◆ **Exercise goal**:
Search the lines of the records for the word "Summit", and copy every line that has it.

◆ **Provided entries**:
______

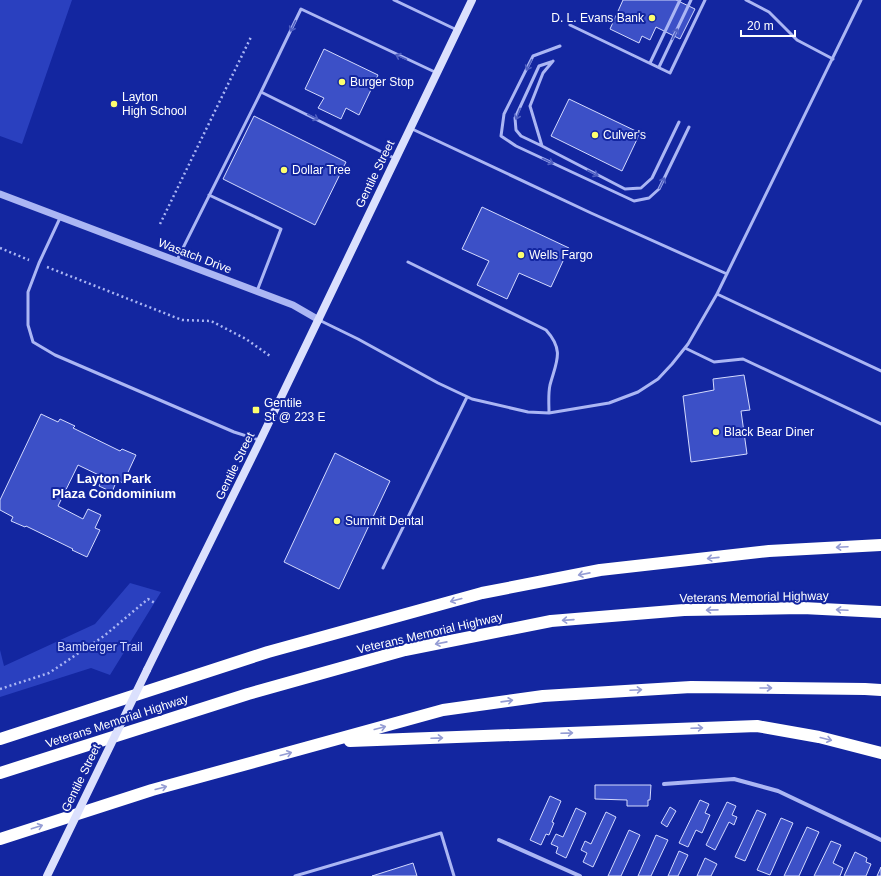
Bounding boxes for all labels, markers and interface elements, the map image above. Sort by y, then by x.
place label: D. L. Evans Bank [551,11,645,25]
scale bar [741,12,795,38]
marker: D. L. Evans Bank [647,13,657,23]
text: 20 m [747,19,774,33]
one-way arrow [289,20,296,32]
one-way arrow [672,28,679,40]
one-way arrow [396,53,408,60]
one-way arrow [525,59,532,71]
place label: Burger Stop [350,75,414,89]
marker: Burger Stop [337,77,347,87]
place label: Layton High School [122,90,187,118]
marker: Layton High School [109,99,119,109]
one-way arrow [514,107,522,119]
one-way arrow [307,114,319,121]
place label: Culver's [603,128,646,142]
marker: Culver's [590,130,600,140]
street label: Gentile Street [353,137,398,210]
one-way arrow [542,157,554,165]
place label: Dollar Tree [292,163,351,177]
marker: Dollar Tree [279,165,289,175]
one-way arrow [587,169,599,177]
one-way arrow [659,177,666,189]
street label: Wasatch Drive [156,236,234,277]
place label: Wells Fargo [529,248,593,262]
marker: Wells Fargo [516,250,526,260]
place label: Gentile St @ 223 E [264,396,326,424]
marker: Gentile St @ 223 E [251,405,261,415]
place label: Black Bear Diner [724,425,814,439]
marker: Black Bear Diner [711,427,721,437]
street label: Gentile Street [213,429,258,502]
district label: Layton Park Plaza Condominium [52,471,176,501]
place label: Summit Dental [345,514,424,528]
marker: Summit Dental [332,516,342,526]
one-way arrow [836,544,849,551]
one-way arrow [706,554,719,561]
one-way arrow [577,570,590,578]
street label: Veterans Memorial Highway [679,589,829,605]
one-way arrow [450,597,463,605]
one-way arrow [706,606,719,614]
one-way arrow [836,607,849,614]
street label: Veterans Memorial Highway [356,609,504,657]
one-way arrow [562,616,575,623]
one-way arrow [435,639,448,647]
park label: Bamberger Trail [57,640,143,654]
one-way arrow [759,684,772,692]
one-way arrow [629,687,642,694]
street label: Veterans Memorial Highway [44,691,190,751]
one-way arrow [500,697,513,705]
one-way arrow [373,724,386,731]
one-way arrow [690,724,703,732]
one-way arrow [560,729,573,737]
one-way arrow [430,734,443,742]
one-way arrow [819,735,832,743]
street label: Gentile Street [59,741,104,814]
one-way arrow [280,749,293,757]
one-way arrow [154,784,167,791]
one-way arrow [31,823,43,831]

______

◆ **Answer below**:
place label: Summit Dental [345,514,424,528]
marker: Summit Dental [332,516,342,526]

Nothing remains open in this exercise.